Ce dimanche 10 mai 2026, face à Everton, Ismaïla Sarr a inscrit un but d’anthologie. Une volée du gauche totalement hors de portée du gardien Jordan Pickford, permettant à l’ailier sénégalais d’atteindre la barre symbolique des 20 réalisations toutes compétitions confondues avec Crystal Palace cette saison. Un cap qui n’est pas anodin dans l’histoire du club : il devient le deuxième joueur de Crystal Palace en tant que club de Premier League à atteindre 20 buts ou plus TCC sur une saison, rejoignant Andy Johnson au panthéon des Eagles. À 28 ans, Sarr vit sa meilleure saison, et la question s’impose désormais avec force : peut-il décrocher le titre de Joueur africain de l’année ?
Les chiffres parlent d’eux-mêmes. L’ailier droit sénégalais (82 sélections, 19 buts en équipe nationale) a inscrit son 24ème but toutes compétitions confondues en 2025-2026, club et sélection inclus, avec en prime 5 passes décisives. En Ligue Europa Conférence, c’est encore plus impressionnant : avec neuf buts en 14 apparitions dans la compétition, le Sénégalais a pris la tête du classement des buteurs de la compétition. Et pour couronner le tout, le 30 avril 2026, Sarr a inscrit le but le plus rapide de l’histoire de la Ligue Conférence, après seulement 21 secondes de jeu lors du match aller de demi-finale contre le Shakhtar Donetsk.
Le 27 mai prochain, Crystal Palace disputera la finale de cette compétition contre le Rayo Vallecano. Une victoire offrirait à Sarr un troisième trophée majeur en deux saisons.
Un palmarès qui plaide pour lui
Car c’est bien là que réside la force du dossier d’Ismaïla Sarr : les trophées s’accumulent. Après le Community Shield raflé en début de saison contre Liverpool, Iso a ensuite remporté la CAN 2025.
Sa CAN 2025 au Maroc mérite qu’on s’y attarde. Revenu de blessure à la cheville pour rejoindre le groupe, Sarr a participé à cinq des sept matchs du Sénégal. En finale contre le Maroc, entré à la 77ème minute, il a failli offrir le titre sur une tête en fin de match avant de voir son but annulé pour une faute inexistante. Mais le Sénégal s’est finalement imposé 1-0 après prolongation, lui offrant son deuxième titre continental. Deux étoiles africaines, c’est un argument de poids.
Les obstacles à surmonter
Pourtant, la compétition pour ce titre est féroce. La course aux CAF Awards 2026 voit plusieurs stars du continent se bousculer, avec notamment Achraf Hakimi.
Ce dernier est le tenant du titre et dispose d’un narratif puissant : il a aidé le Maroc à atteindre la finale de la CAN 2025, même si les Lions de l’Atlas ont perdu face au Sénégal.

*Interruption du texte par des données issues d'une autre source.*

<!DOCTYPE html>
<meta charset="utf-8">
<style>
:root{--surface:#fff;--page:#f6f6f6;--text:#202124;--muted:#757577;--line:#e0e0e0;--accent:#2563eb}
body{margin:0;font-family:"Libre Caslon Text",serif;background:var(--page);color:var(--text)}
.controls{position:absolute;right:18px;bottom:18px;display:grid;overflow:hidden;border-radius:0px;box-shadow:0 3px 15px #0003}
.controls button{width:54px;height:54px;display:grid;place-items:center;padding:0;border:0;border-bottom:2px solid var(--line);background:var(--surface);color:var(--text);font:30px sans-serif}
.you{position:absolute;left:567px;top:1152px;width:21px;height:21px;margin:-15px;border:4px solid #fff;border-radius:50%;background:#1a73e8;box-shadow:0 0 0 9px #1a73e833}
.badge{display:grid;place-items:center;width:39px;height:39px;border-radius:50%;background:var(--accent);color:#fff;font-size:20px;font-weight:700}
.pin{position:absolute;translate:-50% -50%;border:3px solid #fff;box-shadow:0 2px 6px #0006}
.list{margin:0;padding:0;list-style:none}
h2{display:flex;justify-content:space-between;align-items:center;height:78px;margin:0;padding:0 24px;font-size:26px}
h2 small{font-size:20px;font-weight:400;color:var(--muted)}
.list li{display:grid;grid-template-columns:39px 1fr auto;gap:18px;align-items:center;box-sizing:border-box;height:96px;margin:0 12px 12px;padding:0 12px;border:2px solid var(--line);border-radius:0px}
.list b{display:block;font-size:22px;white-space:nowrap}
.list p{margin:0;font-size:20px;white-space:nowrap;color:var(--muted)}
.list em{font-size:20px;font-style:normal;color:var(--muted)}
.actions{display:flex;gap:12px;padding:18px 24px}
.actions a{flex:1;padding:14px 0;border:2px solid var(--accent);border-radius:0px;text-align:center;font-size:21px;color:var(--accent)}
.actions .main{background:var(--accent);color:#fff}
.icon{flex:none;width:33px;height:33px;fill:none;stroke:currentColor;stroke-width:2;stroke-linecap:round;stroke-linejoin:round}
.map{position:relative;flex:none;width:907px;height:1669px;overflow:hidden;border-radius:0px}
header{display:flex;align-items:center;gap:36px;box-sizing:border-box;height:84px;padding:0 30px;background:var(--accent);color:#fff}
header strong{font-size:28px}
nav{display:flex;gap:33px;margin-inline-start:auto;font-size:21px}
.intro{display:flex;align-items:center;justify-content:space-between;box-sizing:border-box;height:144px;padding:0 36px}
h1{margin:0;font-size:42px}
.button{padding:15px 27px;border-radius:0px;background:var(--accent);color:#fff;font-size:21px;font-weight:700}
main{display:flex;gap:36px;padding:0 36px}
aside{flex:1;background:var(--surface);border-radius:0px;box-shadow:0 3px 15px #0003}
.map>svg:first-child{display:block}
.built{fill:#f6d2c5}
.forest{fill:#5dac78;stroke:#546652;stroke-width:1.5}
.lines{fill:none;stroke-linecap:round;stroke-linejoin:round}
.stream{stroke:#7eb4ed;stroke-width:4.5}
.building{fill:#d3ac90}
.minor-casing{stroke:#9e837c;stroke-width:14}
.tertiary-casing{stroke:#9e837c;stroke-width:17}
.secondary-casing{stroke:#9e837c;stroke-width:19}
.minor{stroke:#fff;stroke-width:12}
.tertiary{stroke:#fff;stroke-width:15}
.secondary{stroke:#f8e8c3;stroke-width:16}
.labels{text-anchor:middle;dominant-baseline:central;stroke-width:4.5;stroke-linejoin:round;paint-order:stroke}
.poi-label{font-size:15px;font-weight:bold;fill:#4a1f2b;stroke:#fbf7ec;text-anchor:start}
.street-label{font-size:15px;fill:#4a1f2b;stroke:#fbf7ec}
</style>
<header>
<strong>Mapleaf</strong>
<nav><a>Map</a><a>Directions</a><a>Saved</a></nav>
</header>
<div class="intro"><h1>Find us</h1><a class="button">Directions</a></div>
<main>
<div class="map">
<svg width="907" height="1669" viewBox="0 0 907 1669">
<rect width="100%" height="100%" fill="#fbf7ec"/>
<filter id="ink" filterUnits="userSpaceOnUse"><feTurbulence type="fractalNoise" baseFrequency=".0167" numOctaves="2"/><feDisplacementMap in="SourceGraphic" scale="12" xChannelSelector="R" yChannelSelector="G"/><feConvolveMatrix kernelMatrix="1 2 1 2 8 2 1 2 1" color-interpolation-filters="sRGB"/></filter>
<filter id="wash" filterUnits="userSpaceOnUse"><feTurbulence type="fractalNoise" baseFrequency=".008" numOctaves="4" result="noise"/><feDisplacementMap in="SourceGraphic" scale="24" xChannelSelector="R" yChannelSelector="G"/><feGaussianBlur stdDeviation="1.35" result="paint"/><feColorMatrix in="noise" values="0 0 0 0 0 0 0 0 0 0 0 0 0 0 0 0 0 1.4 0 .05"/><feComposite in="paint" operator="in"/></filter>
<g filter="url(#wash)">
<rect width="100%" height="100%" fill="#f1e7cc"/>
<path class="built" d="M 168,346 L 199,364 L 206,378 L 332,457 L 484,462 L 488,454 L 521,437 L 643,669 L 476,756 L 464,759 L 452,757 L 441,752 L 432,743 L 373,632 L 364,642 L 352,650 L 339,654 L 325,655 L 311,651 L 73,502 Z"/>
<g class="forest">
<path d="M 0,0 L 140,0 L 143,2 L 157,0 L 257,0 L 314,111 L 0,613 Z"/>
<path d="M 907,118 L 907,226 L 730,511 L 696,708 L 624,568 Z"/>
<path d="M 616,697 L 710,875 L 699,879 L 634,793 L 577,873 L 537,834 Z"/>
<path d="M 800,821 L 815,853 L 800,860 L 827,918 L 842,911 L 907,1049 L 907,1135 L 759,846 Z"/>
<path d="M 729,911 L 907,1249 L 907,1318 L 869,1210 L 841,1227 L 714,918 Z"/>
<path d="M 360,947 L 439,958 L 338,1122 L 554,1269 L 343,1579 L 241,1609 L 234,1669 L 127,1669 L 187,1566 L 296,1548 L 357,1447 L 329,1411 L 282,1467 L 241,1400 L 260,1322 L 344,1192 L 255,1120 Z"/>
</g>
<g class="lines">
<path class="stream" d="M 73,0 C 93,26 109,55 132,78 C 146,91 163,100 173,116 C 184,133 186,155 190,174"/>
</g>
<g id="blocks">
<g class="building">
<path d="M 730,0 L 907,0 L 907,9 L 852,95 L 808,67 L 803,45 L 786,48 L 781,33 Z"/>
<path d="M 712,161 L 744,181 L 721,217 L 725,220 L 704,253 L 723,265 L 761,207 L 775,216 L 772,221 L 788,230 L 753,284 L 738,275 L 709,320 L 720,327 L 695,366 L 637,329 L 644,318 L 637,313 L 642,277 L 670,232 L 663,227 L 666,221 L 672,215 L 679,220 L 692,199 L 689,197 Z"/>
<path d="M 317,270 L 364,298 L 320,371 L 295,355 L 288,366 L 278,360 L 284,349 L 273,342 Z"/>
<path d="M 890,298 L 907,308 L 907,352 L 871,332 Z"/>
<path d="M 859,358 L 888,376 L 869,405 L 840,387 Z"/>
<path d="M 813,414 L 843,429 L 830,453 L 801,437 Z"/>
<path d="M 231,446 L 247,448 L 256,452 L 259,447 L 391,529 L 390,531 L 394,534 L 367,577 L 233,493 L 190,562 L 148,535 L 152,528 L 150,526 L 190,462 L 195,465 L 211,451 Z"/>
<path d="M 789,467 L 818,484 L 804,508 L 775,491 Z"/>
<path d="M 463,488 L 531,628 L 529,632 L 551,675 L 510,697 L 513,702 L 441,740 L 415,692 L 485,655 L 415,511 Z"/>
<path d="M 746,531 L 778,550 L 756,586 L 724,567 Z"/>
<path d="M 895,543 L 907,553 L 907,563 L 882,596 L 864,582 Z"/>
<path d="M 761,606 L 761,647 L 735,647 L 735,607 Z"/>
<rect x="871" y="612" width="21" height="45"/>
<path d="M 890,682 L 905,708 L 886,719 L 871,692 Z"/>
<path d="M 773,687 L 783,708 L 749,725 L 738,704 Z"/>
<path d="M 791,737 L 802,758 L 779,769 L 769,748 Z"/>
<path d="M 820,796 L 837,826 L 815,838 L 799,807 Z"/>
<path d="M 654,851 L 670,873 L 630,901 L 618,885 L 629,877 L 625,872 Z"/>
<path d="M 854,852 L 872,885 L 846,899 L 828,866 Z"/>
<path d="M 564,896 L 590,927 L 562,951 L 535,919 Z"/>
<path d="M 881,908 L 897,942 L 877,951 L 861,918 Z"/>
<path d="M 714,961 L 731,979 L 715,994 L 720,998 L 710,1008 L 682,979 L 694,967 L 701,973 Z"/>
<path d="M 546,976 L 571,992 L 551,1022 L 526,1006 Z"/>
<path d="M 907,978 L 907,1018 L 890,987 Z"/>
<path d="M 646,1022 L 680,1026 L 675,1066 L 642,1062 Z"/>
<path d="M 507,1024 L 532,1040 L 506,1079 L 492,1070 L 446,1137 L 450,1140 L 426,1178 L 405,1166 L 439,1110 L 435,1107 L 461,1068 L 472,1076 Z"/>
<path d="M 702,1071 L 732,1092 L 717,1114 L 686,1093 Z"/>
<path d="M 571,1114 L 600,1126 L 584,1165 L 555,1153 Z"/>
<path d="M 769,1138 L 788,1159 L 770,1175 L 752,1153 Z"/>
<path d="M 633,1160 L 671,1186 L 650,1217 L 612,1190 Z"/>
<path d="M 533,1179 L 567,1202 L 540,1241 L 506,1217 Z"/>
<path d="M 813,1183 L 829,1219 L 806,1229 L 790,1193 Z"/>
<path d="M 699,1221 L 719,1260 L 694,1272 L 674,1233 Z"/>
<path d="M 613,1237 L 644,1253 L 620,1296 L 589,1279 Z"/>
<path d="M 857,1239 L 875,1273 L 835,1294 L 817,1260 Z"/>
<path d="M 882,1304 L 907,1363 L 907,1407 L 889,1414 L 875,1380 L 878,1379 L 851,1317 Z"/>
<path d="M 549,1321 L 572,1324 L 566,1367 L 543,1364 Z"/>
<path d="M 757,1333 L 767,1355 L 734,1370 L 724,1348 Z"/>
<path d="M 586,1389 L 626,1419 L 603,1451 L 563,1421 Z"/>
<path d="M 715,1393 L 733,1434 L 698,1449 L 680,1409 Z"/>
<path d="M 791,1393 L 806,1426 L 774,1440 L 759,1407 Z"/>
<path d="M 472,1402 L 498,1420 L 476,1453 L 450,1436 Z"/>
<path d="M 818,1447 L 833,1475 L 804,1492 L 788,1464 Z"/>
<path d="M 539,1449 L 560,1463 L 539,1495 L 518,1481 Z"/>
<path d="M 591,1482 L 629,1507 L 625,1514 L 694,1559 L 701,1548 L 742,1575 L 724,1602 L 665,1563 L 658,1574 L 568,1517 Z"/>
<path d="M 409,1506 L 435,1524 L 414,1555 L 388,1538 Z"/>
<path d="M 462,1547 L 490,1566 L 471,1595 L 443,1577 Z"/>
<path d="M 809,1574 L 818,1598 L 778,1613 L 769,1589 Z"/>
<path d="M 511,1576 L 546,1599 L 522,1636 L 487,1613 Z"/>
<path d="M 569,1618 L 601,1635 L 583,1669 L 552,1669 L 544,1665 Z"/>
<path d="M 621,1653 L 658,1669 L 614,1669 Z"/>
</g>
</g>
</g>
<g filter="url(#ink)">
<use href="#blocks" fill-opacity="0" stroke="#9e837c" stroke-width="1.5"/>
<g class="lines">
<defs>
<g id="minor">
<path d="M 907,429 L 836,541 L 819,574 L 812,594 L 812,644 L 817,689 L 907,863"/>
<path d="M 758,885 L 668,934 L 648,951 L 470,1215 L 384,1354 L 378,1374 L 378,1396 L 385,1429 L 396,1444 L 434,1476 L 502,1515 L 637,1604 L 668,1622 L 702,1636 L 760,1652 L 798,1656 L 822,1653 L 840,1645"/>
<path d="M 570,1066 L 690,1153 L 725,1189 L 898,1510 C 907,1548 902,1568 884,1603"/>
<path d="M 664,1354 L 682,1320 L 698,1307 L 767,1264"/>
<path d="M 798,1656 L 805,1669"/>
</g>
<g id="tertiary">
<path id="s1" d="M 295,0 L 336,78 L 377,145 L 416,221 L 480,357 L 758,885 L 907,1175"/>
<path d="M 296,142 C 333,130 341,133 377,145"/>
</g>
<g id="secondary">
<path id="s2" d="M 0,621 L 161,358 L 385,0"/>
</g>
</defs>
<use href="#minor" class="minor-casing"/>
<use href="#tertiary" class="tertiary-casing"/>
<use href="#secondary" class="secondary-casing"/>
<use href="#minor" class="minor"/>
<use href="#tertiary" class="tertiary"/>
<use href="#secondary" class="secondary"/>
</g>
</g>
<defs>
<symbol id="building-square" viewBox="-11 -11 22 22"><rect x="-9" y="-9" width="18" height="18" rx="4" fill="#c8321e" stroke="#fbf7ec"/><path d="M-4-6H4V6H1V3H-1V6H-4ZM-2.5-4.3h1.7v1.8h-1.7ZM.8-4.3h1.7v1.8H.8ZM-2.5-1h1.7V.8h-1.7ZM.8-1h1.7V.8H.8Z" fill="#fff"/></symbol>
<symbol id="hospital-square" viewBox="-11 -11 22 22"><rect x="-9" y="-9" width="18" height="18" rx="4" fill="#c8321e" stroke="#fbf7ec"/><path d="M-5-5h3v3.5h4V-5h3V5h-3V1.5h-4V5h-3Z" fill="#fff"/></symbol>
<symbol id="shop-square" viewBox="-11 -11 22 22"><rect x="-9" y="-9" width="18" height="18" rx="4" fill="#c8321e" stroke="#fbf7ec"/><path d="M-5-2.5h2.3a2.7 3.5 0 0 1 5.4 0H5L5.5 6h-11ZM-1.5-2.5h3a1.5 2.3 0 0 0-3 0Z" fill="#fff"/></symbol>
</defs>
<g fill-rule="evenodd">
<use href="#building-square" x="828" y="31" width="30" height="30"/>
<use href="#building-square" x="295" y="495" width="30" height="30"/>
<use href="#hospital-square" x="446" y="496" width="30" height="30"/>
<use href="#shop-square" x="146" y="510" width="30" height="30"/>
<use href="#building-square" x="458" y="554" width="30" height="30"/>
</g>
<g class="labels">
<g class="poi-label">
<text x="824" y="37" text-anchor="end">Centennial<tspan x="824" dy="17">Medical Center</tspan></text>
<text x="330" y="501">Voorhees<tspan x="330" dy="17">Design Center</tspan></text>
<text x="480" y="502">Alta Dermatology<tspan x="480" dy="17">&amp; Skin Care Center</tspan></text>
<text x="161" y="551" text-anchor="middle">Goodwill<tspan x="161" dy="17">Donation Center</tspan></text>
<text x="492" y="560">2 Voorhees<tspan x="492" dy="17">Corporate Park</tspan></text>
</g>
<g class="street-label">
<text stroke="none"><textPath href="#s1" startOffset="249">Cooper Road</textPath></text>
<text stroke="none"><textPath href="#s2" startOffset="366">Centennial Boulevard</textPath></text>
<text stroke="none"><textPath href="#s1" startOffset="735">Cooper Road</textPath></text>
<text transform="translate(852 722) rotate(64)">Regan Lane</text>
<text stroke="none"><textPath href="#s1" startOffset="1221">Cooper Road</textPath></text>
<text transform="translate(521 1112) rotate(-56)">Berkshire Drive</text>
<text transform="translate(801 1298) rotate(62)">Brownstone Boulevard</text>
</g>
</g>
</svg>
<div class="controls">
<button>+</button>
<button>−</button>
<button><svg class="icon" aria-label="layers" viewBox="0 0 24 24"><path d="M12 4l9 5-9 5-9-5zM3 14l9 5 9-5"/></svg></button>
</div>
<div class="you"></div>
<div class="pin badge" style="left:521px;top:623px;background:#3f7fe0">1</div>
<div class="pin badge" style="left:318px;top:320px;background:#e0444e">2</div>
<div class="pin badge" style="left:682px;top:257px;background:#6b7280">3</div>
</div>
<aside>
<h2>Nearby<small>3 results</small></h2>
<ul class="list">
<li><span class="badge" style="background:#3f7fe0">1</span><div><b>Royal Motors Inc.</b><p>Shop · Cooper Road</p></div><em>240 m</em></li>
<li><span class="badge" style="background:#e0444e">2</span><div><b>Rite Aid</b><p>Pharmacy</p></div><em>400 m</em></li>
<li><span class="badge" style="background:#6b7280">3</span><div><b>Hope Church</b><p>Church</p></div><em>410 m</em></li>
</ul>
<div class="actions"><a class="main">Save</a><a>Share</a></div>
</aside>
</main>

Les votants du CAF Award tiennent traditionnellement compte de quatre critères majeurs : l’impact dans les tournois continentaux, les trophées remportés, les statistiques individuelles, et l’influence dans les matchs décisifs. Sur chacun de ces points, Sarr peut légitimement se battre.
Le scénario idéal : remporter la finale
La finale de la Ligue Europa Conférence le 27 mai pourrait tout changer. Une victoire avec Crystal Palace contre le Rayo Vallecano placerait Ismaïla Sarr dans une position inédite : auteur de la meilleure saison de son club en termes de buts, meilleur buteur de la compétition européenne, et vainqueur d’un trophée continental. Ajoutez à cela deux CAN gagnées avec le Sénégal, et le tableau est complet.
Les CAF Awards récompensent les joueurs qui marquent les esprits lors des grandes occasions. Sarr, lui, a pris l’habitude d’être au rendez-vous. À un mois du Mondial 2026, il entre dans la dernière ligne droite de la saison la plus aboutie de sa carrière. Le 27 mai au soir, on saura si la légende s’est un peu plus écrite.